ISLAMABAD, Feb 23: The Asian Development Bank, in a new analysis, says that the euro crisis will slow down the economic growth of Asian countries but would not derail the robust momentum of the region’s recovery since the global crisis of 2008-2009.
The analysis, ‘Economic Impact of Eurozone Sovereign Debt Crisis on Developing Asia’, says that the impact on developing Asia will fall primarily on trade but the region should be able to weather a euro slowdown.
However, a significant effect on the region’s financial systems, especially its banking sector, as overall, the magnitude of the shock from the euro crisis will be significantly smaller than the shock from the global crisis. The European Union will remain an important economic partner for the region in the foreseeable future.
The euro crisis is still far from fundamentally resolved and its evolution will clearly impinge heavily on its future impact. The most practical and immediate implication for policymakers is that they should continue to keep a close eye on eurozone developments and their ramifications for their economies, it says.
The main impact of the 2008-2009 global crises fell on Asian exports and growth, and this will be the case for the euro crisis. The adverse impact of the euro crisis on the EU’s real economy will crimp its appetite for imports from Asia. The EU is now widely expected to contract this year, and this will harm Asian exports and growth, feared the analysis.
The EU has now become a larger export market for Asia than the US. However, the more fundamental trend is that both are declining in relative significance. In and of itself, this suggests that a recession in the US will have a smaller impact on Asian exports and growth than it did in the past, ADB analysis states.
In the light of post-crisis weakening of its growth, the EU’s relative contribution to Asia’s export growth has shrunk since the global crisis. Prior to the crisis, the EU accounted for 16.5 per cent of the region’s export growth but after the crisis this figure dropped by 4 percentage points to 12.4 per cent.
According to the analysis, the dominant channel of transmission of the euro crisis to Asia will be the trade channel but there will be effects on Asia’s financial sector as well. During the global crisis of 2008-2009, Asia’s financial systems were largely immune from the credit crunch which engulfed the EU and the US except for sporadic bouts of turbulence in a few countries. But by and large, credit continued to flow uninterrupted from the financial system to the real economy and Asia was largely spared the financial paralysis which almost brought financial intermediation to a standstill in the West.
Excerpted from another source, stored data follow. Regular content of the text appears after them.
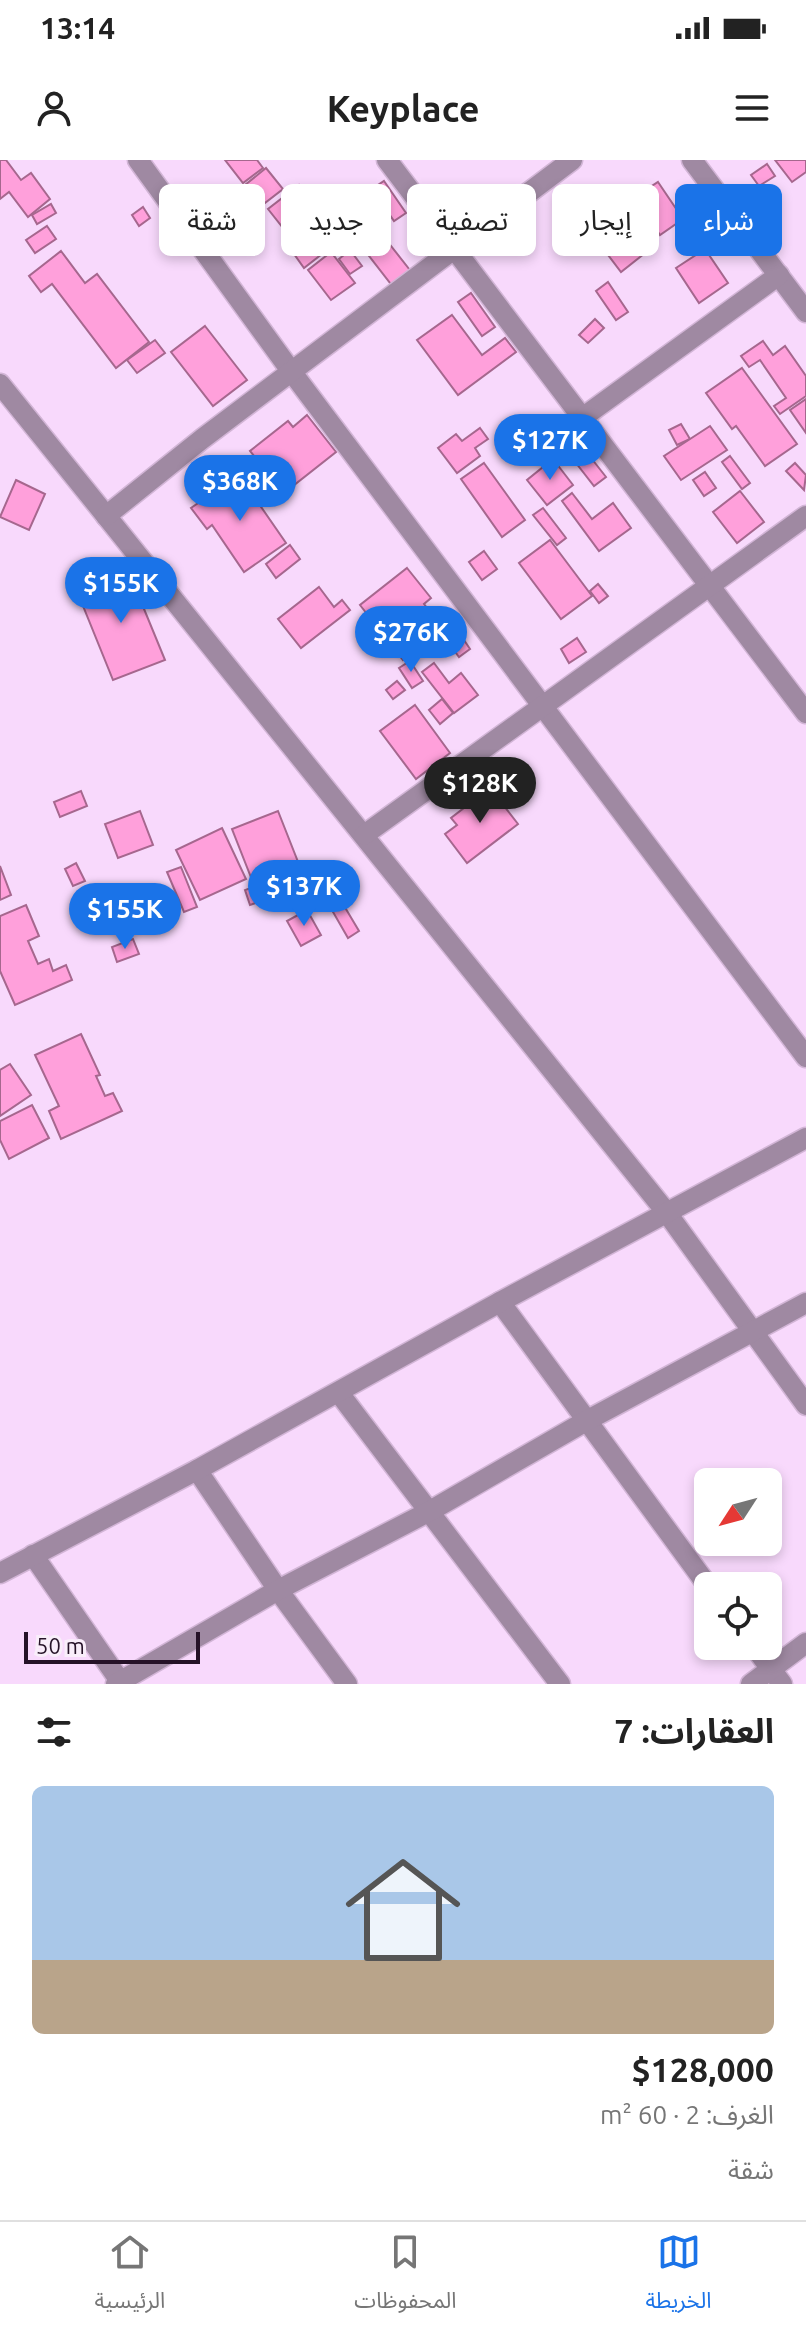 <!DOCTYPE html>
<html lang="ar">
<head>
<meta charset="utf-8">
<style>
  :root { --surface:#fff; --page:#f6f6f6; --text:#222; --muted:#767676; --line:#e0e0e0; --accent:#1a73e8 }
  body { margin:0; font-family:Ubuntu,"Noto Sans Arabic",sans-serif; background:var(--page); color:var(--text); direction:rtl; height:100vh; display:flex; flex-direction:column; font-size:30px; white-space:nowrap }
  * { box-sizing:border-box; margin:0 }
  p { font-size:26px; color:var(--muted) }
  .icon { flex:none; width:44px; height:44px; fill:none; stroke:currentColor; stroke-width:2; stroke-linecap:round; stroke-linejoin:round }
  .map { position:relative; height:1524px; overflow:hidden; direction:ltr }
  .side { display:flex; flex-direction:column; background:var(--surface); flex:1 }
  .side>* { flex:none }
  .banner { position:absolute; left:24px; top:24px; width:758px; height:72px; direction:rtl; display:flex; gap:16px }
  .needle { width:52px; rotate:234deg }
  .buttons { position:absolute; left:694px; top:1308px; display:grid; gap:16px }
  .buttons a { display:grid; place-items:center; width:88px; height:88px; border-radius:12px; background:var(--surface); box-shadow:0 4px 12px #0003; font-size:40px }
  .scale { position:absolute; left:24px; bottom:20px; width:176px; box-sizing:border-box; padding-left:8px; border:4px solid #251227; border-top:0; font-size:22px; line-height:28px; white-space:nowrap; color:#251227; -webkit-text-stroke:6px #f9eefa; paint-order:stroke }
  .price { position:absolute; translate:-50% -68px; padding:0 18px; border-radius:28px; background:var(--accent); color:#fff; font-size:26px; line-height:52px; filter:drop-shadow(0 2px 4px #0008) }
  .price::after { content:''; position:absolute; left:50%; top:48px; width:24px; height:18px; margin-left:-12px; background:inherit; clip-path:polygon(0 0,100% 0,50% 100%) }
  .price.on { background:#222; color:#fff }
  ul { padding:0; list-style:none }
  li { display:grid; align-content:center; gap:16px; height:424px; padding:0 32px }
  li span { display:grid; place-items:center; height:248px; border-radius:12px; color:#555 }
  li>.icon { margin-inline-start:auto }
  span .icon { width:144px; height:144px; fill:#fffc; stroke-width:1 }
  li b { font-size:34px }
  h2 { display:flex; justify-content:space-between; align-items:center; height:96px; padding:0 32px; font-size:34px }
  .pill { padding:0 28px; border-radius:12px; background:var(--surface); box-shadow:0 4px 12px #0003; font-size:28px; line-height:72px }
  .pill.on { background:var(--accent); color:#fff }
  .status { display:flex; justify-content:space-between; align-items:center; height:56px; padding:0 40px; background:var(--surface); direction:ltr }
  .status svg { height:22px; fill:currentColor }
  header { display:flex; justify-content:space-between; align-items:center; height:104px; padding:0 32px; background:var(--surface); font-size:36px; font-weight:700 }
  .tab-bar { display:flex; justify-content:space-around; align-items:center; height:112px; border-top:2px solid var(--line); background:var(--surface); font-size:22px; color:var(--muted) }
  .tab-bar a { display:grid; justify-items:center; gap:4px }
  .tab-bar .on { color:var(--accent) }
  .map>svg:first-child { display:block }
  .building { fill:#ffa0db; stroke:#a6678e; stroke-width:2 }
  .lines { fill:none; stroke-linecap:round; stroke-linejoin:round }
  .minor-casing { stroke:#d2b5d6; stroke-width:23 }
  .minor { stroke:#9f89a2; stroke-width:20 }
</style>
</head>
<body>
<div class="status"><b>13:14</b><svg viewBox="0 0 49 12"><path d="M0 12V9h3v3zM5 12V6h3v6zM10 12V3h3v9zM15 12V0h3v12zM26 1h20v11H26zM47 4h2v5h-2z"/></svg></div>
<header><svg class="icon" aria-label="menu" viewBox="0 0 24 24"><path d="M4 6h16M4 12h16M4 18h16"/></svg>Keyplace<svg class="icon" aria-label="person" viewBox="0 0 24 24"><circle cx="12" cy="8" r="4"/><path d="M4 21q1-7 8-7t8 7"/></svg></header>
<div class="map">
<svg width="806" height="1524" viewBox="0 0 806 1524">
  <rect width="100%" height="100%" fill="#f8d9fc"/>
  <g class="building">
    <path d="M0 0H6L21 20 31 13 50 39 28 57 9 32 0 39Z"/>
    <path d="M225 0H257L263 8 243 23Z"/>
    <path d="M775 0H806V12L792 22Z"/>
    <path d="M767 4 775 16 759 26 751 15Z"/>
    <path d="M266 8 283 29 261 46 245 25Z"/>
    <path d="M384 21 406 53 394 61 372 29Z"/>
    <path d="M658 22 683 59 660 75 635 37Z"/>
    <path d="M299 25 322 55 291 78 268 49Z"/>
    <path d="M591 28 604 49 591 57 578 36Z"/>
    <path d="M51 44 56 53 37 64 32 55Z"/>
    <path d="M143 47 150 58 139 66 132 55Z"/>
    <path d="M573 49 587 66 573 77 559 60Z"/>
    <path d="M617 49 631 68 637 64 654 86 621 112 589 70Z"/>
    <path d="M326 61 340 80 304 108 289 87Z"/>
    <path d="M373 63 413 114 394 128 355 78Z"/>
    <path d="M47 66 56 79 35 93 26 80Z"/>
    <path d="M705 89 728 123 699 143 676 108Z"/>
    <path d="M350 90 362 106 350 114 339 99Z"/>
    <path d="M61 91 85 123 97 114 149 182 116 208 52 124 41 132 29 116Z"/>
    <path d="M331 92 355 123 331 140 308 110Z"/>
    <path d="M608 122 628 152 616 160 596 131Z"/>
    <path d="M471 133 495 167 482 176 458 142Z"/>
    <path d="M452 155 482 195 505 178 516 192 458 235 417 180Z"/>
    <path d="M595 159 604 168 588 183 579 175Z"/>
    <path d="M205 166 247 220 213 246 171 192Z"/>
    <path d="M155 180 165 193 137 213 127 200Z"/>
    <path d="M763 181 773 195 785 186 806 216V236L780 254 774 246 786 238 760 200 749 207 741 196Z"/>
    <path d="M742 208 797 284 765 306 736 266 732 269 706 233Z"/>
    <path d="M806 239V273L790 250Z"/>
    <path d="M307 255 336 292 284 333 250 291 288 261 293 267Z"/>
    <path d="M681 264 690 279 677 285 669 270Z"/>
    <path d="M710 266 727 290 681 320 664 296Z"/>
    <path d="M480 268 488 279 475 288 480 296 457 313 438 288 456 274 462 281Z"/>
    <path d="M588 294 606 317 594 326 576 303Z"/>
    <path d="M730 296 750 323 742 329 722 302Z"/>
    <path d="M553 299 573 325 547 345 527 320Z"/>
    <path d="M484 303 525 360 502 377 461 319Z"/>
    <path d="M795 303 806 315 804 330 786 311Z"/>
    <path d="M705 312 716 328 704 336 693 320Z"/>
    <path d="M239 315 286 383 244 412 212 365 207 369 191 348Z"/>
    <path d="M16 320 45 334 29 370 0 357Z"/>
    <path d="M740 331 764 362 737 383 713 352Z"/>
    <path d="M572 333 592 359 613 343 631 368 599 391 562 341Z"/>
    <path d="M543 348 566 378 557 385 533 355Z"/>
    <path d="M550 380 592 436 561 459 519 403Z"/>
    <path d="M290 385 300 399 276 418 266 404Z"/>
    <path d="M484 391 497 409 482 420 469 402Z"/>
    <path d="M407 408 431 438 424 444 443 468 403 500 360 445Z"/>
    <path d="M128 410 165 500 113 520 77 431Z"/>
    <path d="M598 424 608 436 599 443 590 431Z"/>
    <path d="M319 427 334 447 342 440 350 450 301 488 278 459Z"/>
    <path d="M460 474 470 489 459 497 448 482Z"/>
    <path d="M577 478 586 492 569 503 561 489Z"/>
    <path d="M410 501 423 521 412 528 399 508Z"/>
    <path d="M434 503 449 523 461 513 478 535 454 553 422 512Z"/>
    <path d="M397 521 405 530 393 539 386 530Z"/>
    <path d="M442 539 453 553 440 564 429 550Z"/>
    <path d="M415 545 450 593 416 619 380 571Z"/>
    <path d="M490 628 518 664 467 703 445 674 457 665 451 658Z"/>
    <path d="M81 631 87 646 60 657 54 642Z"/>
    <path d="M140 651 153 685 118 698 105 664Z"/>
    <path d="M278 651 300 707 254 725 232 669Z"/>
    <path d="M222 668 246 719 200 740 176 690Z"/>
    <path d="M325 702 330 716 250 745 245 730Z"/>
    <path d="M76 703 85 721 73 726 65 709Z"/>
    <path d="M0 706 11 735 0 740Z"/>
    <path d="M181 707 197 747 184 752 167 712Z"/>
    <path d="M340 739 359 771 348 778 329 745Z"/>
    <path d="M26 745 39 776 28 781 38 804 49 799 53 811 66 805 72 820 15 845 0 811V756Z"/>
    <path d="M307 750 321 775 301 786 287 761Z"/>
    <path d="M133 779 139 794 117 802 112 787Z"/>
    <path d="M81 874 100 915 96 916 105 936 113 933 122 951 61 979 49 951 59 946 35 895Z"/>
    <path d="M10 904 31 935 0 956V910Z"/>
    <path d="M32 945 49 978 9 999 0 980V961Z"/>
  </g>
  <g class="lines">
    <g class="minor-casing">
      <g id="minor">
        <path d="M138 0 291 211 806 897"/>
        <path d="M387 0 806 553"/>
        <path d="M692 0 806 152"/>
        <path d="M0 224 667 1053 806 1245"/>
        <path d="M582 258 779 115"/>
        <path d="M106 356 202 279 572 0"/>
        <path d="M364 675 806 356"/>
        <path d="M500 1142 708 1426"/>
        <path d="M339 1233 560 1524"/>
        <path d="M197 1310 278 1430 347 1524"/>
        <path d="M33 1395 122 1524"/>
        <path d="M0 1413 197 1310 500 1142 806 978"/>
        <path d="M754 1486 782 1524"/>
        <path d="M116 1524 278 1430 430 1351 586 1261 806 1143"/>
        <path d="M751 1524 806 1483"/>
      </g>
    </g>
    <use href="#minor" class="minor"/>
  </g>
</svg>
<div class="buttons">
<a><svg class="needle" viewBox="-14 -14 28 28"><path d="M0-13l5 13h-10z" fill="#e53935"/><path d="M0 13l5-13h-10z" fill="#767676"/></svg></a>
<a><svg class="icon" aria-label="locate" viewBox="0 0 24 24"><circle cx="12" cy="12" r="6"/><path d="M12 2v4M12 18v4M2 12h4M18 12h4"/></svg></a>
</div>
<div class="scale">50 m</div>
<b class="price" style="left:550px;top:322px">$127K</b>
<b class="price" style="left:240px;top:363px">$368K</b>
<b class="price" style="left:121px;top:465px">$155K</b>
<b class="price" style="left:411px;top:514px">$276K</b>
<b class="price on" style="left:480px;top:665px">$128K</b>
<b class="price" style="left:304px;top:768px">$137K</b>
<b class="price" style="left:125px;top:791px">$155K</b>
<div class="banner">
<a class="pill on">شراء</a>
<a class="pill">إيجار</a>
<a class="pill">تصفية</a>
<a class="pill">جديد</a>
<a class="pill">شقة</a>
</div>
</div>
<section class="side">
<h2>العقارات: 7<svg class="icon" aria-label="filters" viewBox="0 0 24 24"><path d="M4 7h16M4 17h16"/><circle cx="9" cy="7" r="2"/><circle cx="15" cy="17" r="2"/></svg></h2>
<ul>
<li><span style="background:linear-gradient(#a9c7e8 70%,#b9a48a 0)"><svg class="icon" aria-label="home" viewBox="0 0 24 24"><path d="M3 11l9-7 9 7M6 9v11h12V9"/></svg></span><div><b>$128,000</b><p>الغرف: 2 · 60 m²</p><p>شقة</p></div></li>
</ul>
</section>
<nav class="tab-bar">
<a class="on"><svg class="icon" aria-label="map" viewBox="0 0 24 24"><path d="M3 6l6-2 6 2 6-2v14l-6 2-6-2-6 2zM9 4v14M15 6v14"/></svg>الخريطة</a>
<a><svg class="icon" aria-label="saved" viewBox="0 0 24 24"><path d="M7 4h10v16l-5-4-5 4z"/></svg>المحفوظات</a>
<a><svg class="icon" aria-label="home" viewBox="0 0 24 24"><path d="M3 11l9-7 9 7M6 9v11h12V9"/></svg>الرئيسية</a>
</nav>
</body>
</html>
Overall, eurozone has been an important source of foreign bank loans for developing Asia. According to data from the Bank for International Settlements, in September 2011 Asia’s borrowings from eurozone banks amounted to around $440 billion, equivalent to 14 per cent of the region’s total foreign bank financing.
The 2008–2009 global financial and economic crisis gave a vivid reminder of Asia’s continued vulnerability to the G3 - the United States (US), the European Union (EU), and Japan - business cycle. Despite the negligible exposure of the region’s banking system to sub-prime assets, the crisis hit the region hard through the trade channel.
The impact of the euro crisis on Asia’s GDP growth will differ from country to country but the overall impact is likely to be significant but manageable. This is consistent with the overall picture of a declining role of EU in Asia’s exports and export growth.
In conclusion, the analysis says that developing Asia can and should make bigger contributions toward fostering global financial stability. Global financial turmoil is a global public bad and, by the same token, global financial stability is a global public good. The post-global crisis world is likely to be characterised by moderation due to slower growth in the advanced economies.